(Records contained in a dataset)
<<<<
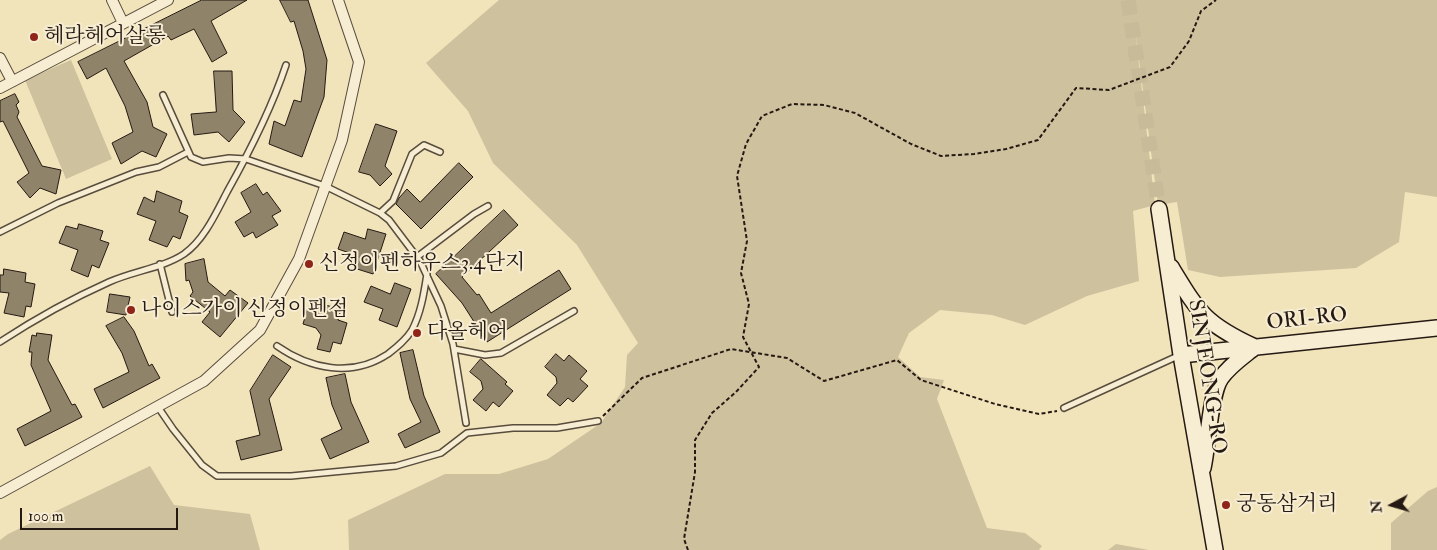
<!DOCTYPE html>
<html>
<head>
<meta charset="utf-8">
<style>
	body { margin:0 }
	#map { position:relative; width:1437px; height:550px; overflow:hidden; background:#f1e4ba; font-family:"IM FELL Double Pica",serif }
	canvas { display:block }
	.north { position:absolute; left:1367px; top:480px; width:50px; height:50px; -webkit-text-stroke:4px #f6edd2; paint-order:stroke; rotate:264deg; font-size:14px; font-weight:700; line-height:20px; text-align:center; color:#251913 }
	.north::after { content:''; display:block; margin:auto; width:18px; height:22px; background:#251913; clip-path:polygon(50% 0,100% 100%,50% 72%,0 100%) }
	.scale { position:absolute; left:20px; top:508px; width:158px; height:22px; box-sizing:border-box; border:2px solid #251913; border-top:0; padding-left:6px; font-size:15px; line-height:18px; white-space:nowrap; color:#251913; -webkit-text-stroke:4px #f6edd2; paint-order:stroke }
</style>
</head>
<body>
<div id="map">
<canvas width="1437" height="550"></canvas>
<div class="north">N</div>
<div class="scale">100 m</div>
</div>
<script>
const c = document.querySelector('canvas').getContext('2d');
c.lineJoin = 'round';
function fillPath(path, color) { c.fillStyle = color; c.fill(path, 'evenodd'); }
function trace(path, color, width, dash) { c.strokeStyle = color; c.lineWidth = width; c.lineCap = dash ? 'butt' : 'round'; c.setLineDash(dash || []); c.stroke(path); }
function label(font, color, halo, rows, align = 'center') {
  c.font = font + ' "IM FELL Double Pica","Noto Serif KR",serif'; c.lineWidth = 4; c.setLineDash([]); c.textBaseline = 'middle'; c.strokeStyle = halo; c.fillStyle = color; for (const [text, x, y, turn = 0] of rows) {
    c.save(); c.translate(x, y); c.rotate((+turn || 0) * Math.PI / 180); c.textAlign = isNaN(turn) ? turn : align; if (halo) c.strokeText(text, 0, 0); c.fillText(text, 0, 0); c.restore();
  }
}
fillPath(new Path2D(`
	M499 0H1437V197L1405 192 1399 242 1356 268 1220 277 1188 270 1177 202 1158 205 1135 29 1155 205 1133 211 1139 281 1087 296 1025 325 992 315 940 310 909 333 898 357 920 377 944 380 937 399 987 528 1025 533 1042 546 1039 550H349L348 520 445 474H499L548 459 601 423 625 387 627 355 638 343 577 245 493 163 468 111 426 63Z
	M71 60 112 159 66 179 25 80Z
	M150 466 174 505 250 514 260 550H0V540L8 534Z
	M1437 487V550H1391V523L1428 491Z
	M1116 544 1149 550H1108Z`), '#cec19e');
const building = new Path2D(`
	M202 0H247L211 21 227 53 212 62 194 29 171 40 168 36 124 61 147 102 153 127 167 134 156 157 142 151 121 164 112 143 133 132 125 106 106 68 87 79 78 62Z
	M280 0H308L327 60 324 97 302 157 269 144 274 121 285 126 294 100 301 102 306 69 303 51 294 21 291 22Z
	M214 71H232L233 110 245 122 229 142 218 132 194 135 191 114 216 112Z
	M15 94 19 102 16 105 19 112 17 117 42 166 61 170 56 194 40 188 30 198 17 182 29 173 3 121 0 122V101Z
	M376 124 397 131 385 166 392 174 380 186 370 175 359 172Z
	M459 163 473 177 421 229 396 204 399 198 407 189 420 202Z
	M256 184 263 195 267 192 281 211 272 216 278 225 256 238 253 232 244 237 235 222 251 212 241 193Z
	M157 191 182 201 179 212 188 216 180 239 173 236 167 247 149 240 156 221 137 214 144 197 154 202Z
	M504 210 518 225 462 277 477 295 479 294 491 313 559 270 571 289 487 342 462 303 436 274Z
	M79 224 103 231 100 240 109 243 99 268 92 265 88 277 71 270 78 250 59 243 66 226 77 229Z
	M368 229 386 234 373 274 354 268 358 256 338 249 344 232 365 239Z
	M204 259 208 282 225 296 230 290 248 303 220 337 202 322 210 312 190 296 193 292 189 280 186 281 185 264Z
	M4 269 26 273 25 282 35 284 31 307 26 306 24 317 4 313 9 293 0 292V275H3Z
	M395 283 411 289 397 327 379 320 383 309 364 302 371 286 390 294Z
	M110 294 130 297 126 315 107 312Z
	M321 304 341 309 338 320 347 323 341 344 333 342 330 352 317 349 321 335 316 328 303 324 308 307 319 311Z
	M124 317 134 331 149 366 152 364 160 378 103 408 94 389 129 372 122 353 106 326Z
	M37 333 52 335 48 360 72 405 75 404 82 417 25 446 17 429 51 411 31 365 32 352H29L32 335 36 336Z
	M413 350 424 396 440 432 405 448 398 434 421 422 410 399 400 353Z
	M556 354 564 361 569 355 587 371 580 379 588 386 573 402 568 398 560 406 547 395 557 383 556 377 545 367Z
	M273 355 291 367 269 399 282 450 241 460 236 441 260 435 250 391Z
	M481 359 507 382 505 384 513 391 499 407 493 402 486 411 473 400 483 389 481 381 470 372Z
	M345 374 351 402 369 442 330 459 321 439 342 429 332 405 326 378Z`);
fillPath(building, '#8f836a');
trace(building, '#251913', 1);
trace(new Path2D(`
	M1128 0 1159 209`), '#c8bb99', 15, [15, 8]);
const lane = new Path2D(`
	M163 95 191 157 203 162 229 158 246 159 325 186 380 213 389 220 420 261 441 306 453 344 466 423
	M380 213 393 201 412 154 424 145 440 152
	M0 232 58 203 136 172 159 167 188 152
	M417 257 474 214 488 206
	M160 264 172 312
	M0 342C35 319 71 299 109 282 133 271 163 268 184 254 204 240 216 213 227 192 250 151 271 110 286 65
	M277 346C310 369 352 378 388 354 397 347 406 340 412 330 421 313 424 293 427 274
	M454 349 485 355 501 353 574 311
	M158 407 173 429 202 465 217 476H291L396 466 441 453 467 433 513 428H557L598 421
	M1064 408 1180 355`);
const street = new Path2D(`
	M112 0 123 23
	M0 58 12 81
	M0 88 168 0
	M0 493 204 381 260 330 299 259 342 140 359 62 338 0`);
const secondary = new Path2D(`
	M1159 209 1181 355 1215 550
	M1171 267C1199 313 1205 324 1255 347 1244 356 1230 365 1221 378 1210 393 1208 446 1203 468
	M1181 355 1437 328`);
trace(lane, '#584c3d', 8);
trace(street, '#584c3d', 12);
trace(secondary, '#251913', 18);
trace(new Path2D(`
	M603 416 642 378 731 349 787 358 824 381 897 360 921 380 995 404 1039 414 1057 411
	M688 550 684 539 695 472V440L712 413 736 392 759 367 743 337 749 304 741 273 747 241 737 176 746 144 762 116 792 104 824 105 855 113 911 144 941 156 974 154 1006 149 1038 140 1076 88 1109 90 1170 67 1189 41 1201 11 1216 0`), '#251913', 2, [4, 2.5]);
trace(lane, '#f6edd2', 5);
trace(street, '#f6edd2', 10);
trace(secondary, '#f6edd2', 15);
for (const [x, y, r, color] of [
	[34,37,5,"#8f2418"],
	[309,264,5,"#8f2418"],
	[131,310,5,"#8f2418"],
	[417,333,5,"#8f2418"],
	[1226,505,5,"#8f2418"]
]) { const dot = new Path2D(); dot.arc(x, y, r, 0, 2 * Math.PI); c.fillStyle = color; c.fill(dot); trace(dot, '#f6edd2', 2); }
label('21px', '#251913', '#f6edd2', [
	["헤라헤어살롱",44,37],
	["신정이펜하우스3.4단지",319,264],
	["나이스가이 신정이펜점",141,310],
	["다올헤어",427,333],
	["궁동삼거리",1236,505]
], 'left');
label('21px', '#251913', '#f6edd2', [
	["ORI-RO",1307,320,-6],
	["SINJEONG-RO",1206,377,81]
]);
</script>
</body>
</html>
>>>>
• Work to be completed
Only one thing is wanted in reply: the number of lines in the entries that hold the string "rows".

• Expected answer
2